A lower bound for online rectangle packing

Abstract

We slightly improve the known lower bound on the asymptotic competitive ratio for online bin packing of rectangles. We present a complete proof for the new lower bound, whose value is above 1.91.

Appendix A: Proofs of technical lemmas

1.1 Appendix A.1: Proof of Lemma 4.1

The first part holds since \(\varepsilon < \frac{1}{7224}\), and the second part holds by definition.

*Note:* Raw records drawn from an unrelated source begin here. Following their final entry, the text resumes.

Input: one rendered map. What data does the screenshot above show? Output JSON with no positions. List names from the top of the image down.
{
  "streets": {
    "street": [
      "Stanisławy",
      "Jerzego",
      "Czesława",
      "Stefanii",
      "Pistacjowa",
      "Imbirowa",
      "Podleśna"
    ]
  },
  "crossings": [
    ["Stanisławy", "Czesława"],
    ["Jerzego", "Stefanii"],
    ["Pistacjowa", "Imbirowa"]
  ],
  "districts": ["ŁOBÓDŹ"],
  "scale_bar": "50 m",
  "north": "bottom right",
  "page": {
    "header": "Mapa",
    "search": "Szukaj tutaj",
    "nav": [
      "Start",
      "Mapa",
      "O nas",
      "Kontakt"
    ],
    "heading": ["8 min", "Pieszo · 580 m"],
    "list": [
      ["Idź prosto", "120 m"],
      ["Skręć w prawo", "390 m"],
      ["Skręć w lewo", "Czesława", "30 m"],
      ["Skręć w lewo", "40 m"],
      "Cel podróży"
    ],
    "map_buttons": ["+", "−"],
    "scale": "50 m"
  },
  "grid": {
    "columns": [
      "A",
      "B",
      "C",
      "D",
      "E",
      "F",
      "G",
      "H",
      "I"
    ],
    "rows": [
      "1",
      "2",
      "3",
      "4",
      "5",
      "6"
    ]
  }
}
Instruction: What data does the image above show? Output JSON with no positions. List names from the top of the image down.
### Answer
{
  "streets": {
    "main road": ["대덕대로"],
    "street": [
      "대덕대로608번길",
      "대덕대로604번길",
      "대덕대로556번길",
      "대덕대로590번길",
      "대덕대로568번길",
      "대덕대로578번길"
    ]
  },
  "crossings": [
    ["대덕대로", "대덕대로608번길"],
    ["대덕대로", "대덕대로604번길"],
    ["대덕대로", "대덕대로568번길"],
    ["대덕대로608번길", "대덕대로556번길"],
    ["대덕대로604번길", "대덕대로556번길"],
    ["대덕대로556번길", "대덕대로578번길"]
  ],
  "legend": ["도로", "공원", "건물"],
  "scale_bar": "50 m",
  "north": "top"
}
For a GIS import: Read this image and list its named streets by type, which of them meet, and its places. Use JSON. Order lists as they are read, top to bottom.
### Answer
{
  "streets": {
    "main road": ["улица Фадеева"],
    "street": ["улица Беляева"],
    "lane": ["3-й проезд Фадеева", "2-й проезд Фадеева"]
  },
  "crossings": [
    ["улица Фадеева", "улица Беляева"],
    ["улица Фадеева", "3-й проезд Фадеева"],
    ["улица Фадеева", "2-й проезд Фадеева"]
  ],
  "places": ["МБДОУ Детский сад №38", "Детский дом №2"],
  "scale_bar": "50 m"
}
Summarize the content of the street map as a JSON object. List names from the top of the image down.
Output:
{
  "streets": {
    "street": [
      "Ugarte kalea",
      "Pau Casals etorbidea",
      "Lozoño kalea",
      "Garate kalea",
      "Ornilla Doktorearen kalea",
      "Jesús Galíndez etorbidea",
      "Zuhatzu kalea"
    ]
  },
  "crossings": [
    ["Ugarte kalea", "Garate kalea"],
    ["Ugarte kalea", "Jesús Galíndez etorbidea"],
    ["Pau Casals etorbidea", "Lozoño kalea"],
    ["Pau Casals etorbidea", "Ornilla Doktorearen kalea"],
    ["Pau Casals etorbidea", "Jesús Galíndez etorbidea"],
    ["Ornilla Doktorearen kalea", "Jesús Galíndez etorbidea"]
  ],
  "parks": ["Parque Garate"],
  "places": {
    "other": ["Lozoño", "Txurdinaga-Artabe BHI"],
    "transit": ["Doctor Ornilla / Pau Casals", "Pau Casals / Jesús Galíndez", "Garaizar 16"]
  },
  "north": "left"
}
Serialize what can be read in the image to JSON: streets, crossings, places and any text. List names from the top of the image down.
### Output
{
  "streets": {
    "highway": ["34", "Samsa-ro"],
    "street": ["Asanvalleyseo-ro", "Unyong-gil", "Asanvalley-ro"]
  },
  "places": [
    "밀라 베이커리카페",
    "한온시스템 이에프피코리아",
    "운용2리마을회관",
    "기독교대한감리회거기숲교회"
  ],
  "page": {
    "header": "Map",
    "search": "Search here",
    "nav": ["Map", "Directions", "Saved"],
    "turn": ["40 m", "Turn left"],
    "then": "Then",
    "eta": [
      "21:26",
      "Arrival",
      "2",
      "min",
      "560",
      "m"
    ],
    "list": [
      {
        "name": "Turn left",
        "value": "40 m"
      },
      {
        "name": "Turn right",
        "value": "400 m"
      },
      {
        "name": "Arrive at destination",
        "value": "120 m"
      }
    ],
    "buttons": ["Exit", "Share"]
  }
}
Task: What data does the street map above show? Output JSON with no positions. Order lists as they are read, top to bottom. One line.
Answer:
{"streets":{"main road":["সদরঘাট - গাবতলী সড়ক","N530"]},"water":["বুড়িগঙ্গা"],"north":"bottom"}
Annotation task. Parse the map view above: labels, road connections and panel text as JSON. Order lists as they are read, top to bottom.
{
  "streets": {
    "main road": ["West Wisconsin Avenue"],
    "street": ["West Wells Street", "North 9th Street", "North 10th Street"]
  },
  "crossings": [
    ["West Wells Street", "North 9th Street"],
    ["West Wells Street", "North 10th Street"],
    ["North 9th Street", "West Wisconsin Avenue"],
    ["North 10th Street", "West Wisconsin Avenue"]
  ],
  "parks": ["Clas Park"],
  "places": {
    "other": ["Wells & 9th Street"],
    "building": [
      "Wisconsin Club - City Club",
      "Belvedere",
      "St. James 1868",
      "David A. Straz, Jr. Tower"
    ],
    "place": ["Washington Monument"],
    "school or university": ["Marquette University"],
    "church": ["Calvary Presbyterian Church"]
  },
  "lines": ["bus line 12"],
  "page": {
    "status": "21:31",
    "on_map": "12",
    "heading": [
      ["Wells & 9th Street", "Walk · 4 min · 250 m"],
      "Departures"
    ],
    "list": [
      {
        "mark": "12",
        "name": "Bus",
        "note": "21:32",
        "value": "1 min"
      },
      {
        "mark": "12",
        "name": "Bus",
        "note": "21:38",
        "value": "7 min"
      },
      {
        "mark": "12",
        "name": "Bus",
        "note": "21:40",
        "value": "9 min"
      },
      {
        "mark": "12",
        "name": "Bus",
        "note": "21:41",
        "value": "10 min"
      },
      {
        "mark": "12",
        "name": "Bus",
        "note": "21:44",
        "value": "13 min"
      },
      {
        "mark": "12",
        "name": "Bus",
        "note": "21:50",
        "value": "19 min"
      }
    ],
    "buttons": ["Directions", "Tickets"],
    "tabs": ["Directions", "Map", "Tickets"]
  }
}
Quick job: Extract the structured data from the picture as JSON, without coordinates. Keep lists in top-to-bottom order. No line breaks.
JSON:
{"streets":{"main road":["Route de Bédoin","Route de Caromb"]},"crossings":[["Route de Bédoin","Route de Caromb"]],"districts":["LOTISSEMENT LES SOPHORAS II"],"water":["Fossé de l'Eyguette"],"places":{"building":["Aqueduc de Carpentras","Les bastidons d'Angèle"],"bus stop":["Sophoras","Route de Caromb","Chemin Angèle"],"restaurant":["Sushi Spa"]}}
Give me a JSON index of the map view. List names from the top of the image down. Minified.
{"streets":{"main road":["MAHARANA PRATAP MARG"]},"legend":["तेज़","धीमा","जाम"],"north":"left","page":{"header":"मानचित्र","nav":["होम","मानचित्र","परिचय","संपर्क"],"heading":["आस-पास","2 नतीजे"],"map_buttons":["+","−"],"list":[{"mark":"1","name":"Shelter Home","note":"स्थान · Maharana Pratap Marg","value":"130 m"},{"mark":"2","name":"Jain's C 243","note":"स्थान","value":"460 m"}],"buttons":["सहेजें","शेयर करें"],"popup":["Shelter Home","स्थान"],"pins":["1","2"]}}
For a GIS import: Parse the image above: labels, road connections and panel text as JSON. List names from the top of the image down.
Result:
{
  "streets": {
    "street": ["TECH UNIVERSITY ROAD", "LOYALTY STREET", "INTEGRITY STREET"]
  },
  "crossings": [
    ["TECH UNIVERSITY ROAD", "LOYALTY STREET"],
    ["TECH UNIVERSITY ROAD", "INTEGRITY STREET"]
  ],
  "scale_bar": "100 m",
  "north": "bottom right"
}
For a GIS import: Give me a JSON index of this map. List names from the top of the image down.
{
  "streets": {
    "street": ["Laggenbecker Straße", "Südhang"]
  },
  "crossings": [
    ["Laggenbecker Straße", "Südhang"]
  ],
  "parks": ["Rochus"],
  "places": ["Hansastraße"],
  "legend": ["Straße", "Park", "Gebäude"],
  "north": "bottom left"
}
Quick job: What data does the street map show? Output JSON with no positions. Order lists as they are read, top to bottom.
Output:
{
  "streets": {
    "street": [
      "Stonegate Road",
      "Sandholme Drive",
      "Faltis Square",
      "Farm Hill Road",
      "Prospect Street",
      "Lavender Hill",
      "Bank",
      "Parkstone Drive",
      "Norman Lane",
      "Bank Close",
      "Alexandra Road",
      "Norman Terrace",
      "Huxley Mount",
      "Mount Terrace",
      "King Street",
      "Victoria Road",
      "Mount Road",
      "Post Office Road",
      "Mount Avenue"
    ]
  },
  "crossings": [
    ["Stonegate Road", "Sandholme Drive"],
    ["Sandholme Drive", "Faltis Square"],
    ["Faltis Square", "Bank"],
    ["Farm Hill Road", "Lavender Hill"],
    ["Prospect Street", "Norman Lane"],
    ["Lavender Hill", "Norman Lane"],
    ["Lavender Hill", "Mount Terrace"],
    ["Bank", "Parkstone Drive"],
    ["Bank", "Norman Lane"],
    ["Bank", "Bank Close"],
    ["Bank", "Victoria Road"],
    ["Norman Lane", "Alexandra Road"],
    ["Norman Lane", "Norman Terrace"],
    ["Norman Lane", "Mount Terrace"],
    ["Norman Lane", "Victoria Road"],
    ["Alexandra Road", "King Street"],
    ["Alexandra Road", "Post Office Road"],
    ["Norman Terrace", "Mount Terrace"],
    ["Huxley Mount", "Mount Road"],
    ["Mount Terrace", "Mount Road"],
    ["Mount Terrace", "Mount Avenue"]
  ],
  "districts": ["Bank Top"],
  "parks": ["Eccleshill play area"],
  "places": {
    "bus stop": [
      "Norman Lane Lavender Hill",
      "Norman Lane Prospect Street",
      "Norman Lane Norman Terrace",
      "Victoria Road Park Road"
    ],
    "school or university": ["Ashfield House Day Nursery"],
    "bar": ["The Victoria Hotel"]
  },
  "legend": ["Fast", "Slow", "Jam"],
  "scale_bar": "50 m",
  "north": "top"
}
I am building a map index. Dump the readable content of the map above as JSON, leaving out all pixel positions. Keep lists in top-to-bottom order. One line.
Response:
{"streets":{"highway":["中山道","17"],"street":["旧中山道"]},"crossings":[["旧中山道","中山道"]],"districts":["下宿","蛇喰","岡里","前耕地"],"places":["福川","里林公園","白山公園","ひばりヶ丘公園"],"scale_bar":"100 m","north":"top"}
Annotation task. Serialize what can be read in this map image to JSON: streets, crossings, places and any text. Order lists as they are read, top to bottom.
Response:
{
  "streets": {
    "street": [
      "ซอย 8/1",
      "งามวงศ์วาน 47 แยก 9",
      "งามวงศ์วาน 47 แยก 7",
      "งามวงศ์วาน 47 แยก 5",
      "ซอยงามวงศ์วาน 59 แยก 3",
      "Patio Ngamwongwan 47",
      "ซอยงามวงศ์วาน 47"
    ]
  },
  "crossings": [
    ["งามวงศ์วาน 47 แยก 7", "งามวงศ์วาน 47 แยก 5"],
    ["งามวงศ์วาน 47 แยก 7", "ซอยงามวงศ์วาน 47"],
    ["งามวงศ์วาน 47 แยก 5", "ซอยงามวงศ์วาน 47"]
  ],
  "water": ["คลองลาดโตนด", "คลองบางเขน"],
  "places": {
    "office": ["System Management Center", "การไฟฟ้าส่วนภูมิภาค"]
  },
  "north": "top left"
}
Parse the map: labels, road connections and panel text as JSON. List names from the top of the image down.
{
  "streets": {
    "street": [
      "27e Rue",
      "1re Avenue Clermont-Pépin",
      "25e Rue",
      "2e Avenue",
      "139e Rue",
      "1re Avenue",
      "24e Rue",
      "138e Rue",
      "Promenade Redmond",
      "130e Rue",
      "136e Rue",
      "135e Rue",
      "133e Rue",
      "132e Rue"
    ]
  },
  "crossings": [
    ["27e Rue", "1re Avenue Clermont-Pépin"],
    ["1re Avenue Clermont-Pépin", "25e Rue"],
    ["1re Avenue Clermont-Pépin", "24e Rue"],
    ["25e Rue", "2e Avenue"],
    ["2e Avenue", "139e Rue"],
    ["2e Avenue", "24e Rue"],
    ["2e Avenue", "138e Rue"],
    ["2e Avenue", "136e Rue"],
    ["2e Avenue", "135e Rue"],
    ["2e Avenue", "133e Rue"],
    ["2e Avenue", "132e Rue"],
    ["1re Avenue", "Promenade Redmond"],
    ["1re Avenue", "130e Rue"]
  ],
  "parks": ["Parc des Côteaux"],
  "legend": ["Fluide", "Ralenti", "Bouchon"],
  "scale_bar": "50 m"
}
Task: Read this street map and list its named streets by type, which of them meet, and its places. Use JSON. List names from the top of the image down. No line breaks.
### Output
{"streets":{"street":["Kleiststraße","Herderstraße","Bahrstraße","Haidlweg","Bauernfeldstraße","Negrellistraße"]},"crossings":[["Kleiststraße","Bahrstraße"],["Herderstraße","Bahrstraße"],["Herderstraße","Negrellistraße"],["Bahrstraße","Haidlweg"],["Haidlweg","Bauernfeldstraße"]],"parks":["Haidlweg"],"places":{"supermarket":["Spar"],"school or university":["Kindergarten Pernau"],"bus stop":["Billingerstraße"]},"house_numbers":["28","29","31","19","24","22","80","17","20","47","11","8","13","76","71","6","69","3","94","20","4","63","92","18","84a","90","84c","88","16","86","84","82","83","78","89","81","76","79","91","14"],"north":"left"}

Consider the third part. For \(1 \le t \le k-2\), we have

$$\begin{aligned} \sum _{i=1}^{t} w_{1i}= & {} (1+\delta )\sum _{i=1}^t \frac{1}{5^{k-i-1}}= (1+\delta )\frac{1}{5^{k-t-1}}\sum _{i=1}^t \frac{1}{5^{t-i}}= (1+\delta )\frac{1}{5^{k-t-1}}\sum _{j=0}^{t-1} \frac{1}{5^{j}}\\= & {} (1+\delta )\frac{1}{5^{k-t-1}}\frac{1-\frac{1}{5^t}}{1-\frac{1}{5}}=(1+\delta )\frac{1}{4 \cdot 5^{k-t-2}}\left( 1-\frac{1}{5^t}\right) \\= & {} (1+\delta )\left( \frac{1}{4 \cdot 5^{k-t-2}}-\frac{1}{4 \cdot 5^{k-2}}\right) <\frac{1-2^{42}\delta }{4 \cdot 5^{k-t-2}} , \end{aligned}$$

by \(2^{42}+1<2^{43}\) and since

$$\begin{aligned} \frac{2^{43}\delta }{4 \cdot 5^{k-t-2}} < \frac{1+\delta }{4 \cdot 5^{k-2}} \end{aligned}$$

holds by \(t \le k-2\) and

$$\begin{aligned} \frac{4 \cdot 5^{k-2}}{4 \cdot 5^{k-t-2}} = 5^{t} \le 5^{k-2} \text{ while } \frac{1+\delta }{2^{43}\delta }> \frac{1}{2^{43}\delta }> 2^{3k+7} > 8^k . \end{aligned}$$

In particular for \(t=k-2\), the total width is below \(\frac{1}{4}\). Thus, we also have

$$\begin{aligned} \sum _{i=1}^{k-1} w_{1i}< \frac{1-2^{42}\delta }{4} + \frac{1+2^{40}\delta }{4}< \frac{1}{2} \text{ and } \sum _{i=1}^{k} w_{1i}< \frac{1-2^{42}\delta }{4} + 3 \cdot \frac{1+2^{40}\delta }{4} < 1 . \end{aligned}$$

The fourth and fifth parts hold by definition. The sixth part holds by definition and since \(3 \cdot w_{20} + w_{1(k-1)} = 3\cdot (\frac{1}{4}-2^{32}\delta )+\frac{1+2^{40}\delta }{4} > 1 - 2^{34}\delta +2^{38}\delta \). The seventh part holds by definition and since \( 3 w_{(j+1)0}+ w_{j1} = 3(\frac{1}{4}-2^{52-10j}\delta )+(\frac{1}{4}+2^{60-10j}\delta ) >1\). \(\square \)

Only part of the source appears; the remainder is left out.